Look through the records below, and copy out every line that holds the string "Isidro".

SUPPLIED RECORDS ->
══════

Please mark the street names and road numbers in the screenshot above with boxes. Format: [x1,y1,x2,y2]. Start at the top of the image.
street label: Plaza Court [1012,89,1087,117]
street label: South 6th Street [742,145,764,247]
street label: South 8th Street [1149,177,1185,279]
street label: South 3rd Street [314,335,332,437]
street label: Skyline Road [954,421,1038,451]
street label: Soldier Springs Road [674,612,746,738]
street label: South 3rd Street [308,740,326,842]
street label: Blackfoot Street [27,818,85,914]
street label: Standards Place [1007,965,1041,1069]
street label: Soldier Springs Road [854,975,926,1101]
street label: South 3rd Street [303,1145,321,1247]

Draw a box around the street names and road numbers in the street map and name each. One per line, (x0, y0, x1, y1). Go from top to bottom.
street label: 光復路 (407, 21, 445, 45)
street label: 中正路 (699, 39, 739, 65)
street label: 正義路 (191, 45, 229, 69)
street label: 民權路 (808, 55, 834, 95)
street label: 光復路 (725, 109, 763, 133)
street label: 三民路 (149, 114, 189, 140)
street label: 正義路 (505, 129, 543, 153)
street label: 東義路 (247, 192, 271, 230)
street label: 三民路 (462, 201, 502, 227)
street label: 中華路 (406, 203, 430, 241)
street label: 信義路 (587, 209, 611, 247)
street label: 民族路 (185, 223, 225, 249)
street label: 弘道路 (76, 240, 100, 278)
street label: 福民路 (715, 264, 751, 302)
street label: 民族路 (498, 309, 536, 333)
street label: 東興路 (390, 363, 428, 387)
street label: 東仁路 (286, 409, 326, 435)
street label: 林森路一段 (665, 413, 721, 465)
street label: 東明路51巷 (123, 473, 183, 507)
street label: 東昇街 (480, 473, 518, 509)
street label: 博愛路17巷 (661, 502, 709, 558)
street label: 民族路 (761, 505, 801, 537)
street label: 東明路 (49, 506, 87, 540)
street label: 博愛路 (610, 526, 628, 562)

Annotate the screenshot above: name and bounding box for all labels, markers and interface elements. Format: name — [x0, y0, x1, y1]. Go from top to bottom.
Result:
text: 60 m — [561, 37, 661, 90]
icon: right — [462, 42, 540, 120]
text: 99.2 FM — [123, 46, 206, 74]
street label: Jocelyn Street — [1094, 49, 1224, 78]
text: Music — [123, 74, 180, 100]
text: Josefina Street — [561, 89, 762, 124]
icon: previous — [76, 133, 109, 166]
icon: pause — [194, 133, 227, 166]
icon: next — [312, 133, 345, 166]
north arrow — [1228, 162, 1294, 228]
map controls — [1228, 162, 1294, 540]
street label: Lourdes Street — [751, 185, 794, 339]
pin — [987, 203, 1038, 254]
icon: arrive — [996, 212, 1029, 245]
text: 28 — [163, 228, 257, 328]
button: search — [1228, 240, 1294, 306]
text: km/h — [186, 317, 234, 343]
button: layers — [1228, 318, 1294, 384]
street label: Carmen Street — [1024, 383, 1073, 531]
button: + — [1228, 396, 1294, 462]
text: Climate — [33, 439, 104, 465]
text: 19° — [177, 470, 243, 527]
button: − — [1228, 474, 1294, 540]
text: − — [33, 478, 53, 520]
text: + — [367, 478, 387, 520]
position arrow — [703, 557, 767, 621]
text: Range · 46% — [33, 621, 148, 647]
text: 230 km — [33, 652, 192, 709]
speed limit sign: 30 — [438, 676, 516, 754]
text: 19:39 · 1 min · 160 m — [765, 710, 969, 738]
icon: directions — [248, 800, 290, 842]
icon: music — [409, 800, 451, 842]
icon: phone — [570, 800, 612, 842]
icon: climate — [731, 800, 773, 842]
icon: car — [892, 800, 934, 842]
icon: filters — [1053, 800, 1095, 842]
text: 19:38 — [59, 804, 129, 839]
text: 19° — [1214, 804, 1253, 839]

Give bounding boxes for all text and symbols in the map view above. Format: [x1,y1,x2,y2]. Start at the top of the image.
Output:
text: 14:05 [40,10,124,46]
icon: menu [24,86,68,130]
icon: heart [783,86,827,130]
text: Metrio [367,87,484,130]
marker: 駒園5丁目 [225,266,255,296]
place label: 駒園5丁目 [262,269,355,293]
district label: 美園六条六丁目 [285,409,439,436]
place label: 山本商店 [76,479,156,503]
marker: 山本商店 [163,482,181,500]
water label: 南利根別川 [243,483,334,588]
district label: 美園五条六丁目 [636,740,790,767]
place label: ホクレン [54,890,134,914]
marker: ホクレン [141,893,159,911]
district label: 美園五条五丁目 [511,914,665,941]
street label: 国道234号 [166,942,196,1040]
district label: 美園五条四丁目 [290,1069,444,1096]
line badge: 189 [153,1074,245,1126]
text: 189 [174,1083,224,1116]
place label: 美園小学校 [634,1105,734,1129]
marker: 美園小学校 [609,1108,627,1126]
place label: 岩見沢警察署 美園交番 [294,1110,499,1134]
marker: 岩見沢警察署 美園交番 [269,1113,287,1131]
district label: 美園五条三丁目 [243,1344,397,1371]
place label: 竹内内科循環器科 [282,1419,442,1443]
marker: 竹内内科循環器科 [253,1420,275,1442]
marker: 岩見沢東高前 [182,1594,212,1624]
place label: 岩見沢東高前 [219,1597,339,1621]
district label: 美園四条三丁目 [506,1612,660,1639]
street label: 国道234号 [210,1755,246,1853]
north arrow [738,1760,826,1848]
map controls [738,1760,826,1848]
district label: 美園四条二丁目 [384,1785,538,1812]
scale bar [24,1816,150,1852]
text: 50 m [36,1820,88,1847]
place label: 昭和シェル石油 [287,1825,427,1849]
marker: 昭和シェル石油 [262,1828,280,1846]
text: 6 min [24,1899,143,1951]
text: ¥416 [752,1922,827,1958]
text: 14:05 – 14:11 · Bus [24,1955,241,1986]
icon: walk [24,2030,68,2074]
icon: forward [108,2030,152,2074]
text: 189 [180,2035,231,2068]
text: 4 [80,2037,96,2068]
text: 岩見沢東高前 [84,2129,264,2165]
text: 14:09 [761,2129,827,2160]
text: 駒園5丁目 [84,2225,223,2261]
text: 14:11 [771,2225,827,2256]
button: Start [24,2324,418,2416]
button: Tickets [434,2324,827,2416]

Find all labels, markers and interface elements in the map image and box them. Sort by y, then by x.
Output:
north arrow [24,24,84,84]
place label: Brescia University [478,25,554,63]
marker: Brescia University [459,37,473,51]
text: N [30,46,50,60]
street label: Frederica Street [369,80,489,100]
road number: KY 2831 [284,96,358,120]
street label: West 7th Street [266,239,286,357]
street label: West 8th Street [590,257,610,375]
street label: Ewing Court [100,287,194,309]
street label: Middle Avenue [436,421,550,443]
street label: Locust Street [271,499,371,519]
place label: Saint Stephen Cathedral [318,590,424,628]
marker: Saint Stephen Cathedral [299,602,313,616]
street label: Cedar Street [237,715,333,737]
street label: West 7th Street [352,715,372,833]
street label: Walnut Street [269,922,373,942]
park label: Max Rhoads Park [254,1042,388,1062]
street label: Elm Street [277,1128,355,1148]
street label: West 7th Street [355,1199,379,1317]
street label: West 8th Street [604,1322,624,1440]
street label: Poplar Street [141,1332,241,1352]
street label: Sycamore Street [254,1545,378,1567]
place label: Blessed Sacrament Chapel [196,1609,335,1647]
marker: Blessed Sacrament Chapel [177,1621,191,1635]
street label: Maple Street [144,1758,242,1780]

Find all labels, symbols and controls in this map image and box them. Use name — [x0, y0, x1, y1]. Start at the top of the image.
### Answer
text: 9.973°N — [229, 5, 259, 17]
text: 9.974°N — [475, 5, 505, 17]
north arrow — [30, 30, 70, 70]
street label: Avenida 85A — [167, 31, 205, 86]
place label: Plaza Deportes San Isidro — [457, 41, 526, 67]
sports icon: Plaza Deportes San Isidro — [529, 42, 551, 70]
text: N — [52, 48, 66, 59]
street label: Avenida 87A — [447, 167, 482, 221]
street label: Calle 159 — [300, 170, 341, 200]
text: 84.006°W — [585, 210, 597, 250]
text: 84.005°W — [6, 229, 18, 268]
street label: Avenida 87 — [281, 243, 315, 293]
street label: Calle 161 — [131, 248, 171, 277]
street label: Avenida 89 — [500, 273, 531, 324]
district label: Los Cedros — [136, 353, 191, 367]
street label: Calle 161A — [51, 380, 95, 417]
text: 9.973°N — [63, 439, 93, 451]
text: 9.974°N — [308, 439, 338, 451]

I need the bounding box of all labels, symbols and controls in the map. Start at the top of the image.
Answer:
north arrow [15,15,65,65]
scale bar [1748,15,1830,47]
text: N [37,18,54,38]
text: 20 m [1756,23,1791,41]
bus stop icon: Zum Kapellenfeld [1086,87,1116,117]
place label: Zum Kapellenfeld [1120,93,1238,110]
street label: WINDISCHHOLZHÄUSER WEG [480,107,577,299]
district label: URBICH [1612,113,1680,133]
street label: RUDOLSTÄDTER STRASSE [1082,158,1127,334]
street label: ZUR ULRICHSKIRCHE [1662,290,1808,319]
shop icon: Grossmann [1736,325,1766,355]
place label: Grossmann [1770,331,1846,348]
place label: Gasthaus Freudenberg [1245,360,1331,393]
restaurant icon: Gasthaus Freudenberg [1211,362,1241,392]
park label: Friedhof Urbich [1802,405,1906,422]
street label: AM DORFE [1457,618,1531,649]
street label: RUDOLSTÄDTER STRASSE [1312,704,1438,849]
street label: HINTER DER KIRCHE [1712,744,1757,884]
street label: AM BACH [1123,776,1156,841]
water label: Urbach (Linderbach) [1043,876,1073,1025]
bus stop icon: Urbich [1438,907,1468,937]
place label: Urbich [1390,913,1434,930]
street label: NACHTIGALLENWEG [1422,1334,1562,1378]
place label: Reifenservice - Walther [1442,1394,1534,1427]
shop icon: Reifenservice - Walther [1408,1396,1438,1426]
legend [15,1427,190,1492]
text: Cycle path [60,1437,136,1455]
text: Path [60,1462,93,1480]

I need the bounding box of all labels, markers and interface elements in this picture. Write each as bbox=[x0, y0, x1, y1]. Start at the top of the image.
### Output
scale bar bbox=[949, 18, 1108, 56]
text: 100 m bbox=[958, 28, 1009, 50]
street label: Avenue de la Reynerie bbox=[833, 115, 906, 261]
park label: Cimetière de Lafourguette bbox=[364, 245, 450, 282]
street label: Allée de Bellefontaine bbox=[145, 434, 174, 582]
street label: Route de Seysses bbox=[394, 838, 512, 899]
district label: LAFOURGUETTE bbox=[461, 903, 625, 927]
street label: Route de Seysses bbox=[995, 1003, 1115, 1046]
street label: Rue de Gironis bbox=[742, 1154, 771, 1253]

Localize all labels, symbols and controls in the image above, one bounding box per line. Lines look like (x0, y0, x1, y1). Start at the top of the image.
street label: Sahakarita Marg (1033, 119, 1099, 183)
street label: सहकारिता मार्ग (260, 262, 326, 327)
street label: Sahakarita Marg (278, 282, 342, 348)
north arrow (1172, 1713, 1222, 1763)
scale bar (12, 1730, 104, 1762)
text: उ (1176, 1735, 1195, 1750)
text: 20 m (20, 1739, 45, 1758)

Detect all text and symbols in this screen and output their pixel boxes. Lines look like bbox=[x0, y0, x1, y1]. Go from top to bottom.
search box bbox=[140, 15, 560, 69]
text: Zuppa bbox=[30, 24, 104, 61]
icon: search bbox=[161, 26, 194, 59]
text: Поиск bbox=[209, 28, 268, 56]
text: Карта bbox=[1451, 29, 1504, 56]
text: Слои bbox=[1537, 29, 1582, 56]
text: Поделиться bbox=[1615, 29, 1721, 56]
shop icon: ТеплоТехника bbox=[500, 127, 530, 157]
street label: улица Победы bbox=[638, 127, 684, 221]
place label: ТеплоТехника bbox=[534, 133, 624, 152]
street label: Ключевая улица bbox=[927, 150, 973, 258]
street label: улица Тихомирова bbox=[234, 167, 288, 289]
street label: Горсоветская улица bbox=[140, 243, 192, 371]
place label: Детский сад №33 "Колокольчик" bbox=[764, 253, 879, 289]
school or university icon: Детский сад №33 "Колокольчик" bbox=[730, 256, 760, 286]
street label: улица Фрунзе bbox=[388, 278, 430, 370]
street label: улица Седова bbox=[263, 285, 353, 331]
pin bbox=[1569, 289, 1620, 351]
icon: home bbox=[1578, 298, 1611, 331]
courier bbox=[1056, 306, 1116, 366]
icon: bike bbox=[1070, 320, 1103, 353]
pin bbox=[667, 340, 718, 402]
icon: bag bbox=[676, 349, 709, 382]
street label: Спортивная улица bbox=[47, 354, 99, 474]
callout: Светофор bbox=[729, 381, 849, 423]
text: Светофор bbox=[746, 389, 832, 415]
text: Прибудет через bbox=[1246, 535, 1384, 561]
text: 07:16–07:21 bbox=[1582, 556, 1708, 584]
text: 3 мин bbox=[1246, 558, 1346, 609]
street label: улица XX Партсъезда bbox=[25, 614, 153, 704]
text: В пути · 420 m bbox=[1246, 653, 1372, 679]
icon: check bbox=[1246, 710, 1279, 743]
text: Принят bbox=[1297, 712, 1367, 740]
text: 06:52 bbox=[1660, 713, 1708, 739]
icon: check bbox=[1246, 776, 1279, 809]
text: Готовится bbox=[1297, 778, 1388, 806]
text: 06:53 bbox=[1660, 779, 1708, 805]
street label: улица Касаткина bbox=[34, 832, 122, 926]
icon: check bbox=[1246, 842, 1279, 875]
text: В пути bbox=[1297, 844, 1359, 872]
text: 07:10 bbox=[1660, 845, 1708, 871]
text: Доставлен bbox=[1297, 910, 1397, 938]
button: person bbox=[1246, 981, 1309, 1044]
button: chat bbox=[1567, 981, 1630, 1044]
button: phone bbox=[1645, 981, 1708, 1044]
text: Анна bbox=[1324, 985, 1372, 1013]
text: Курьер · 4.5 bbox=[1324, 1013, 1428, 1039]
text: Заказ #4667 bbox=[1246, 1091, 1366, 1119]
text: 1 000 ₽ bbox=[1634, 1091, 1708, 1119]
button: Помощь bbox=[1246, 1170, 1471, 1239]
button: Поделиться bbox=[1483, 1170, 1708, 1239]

══════

RESULT OF THIS EXERCISE ->
place label: Plaza Deportes San Isidro — [457, 41, 526, 67]
sports icon: Plaza Deportes San Isidro — [529, 42, 551, 70]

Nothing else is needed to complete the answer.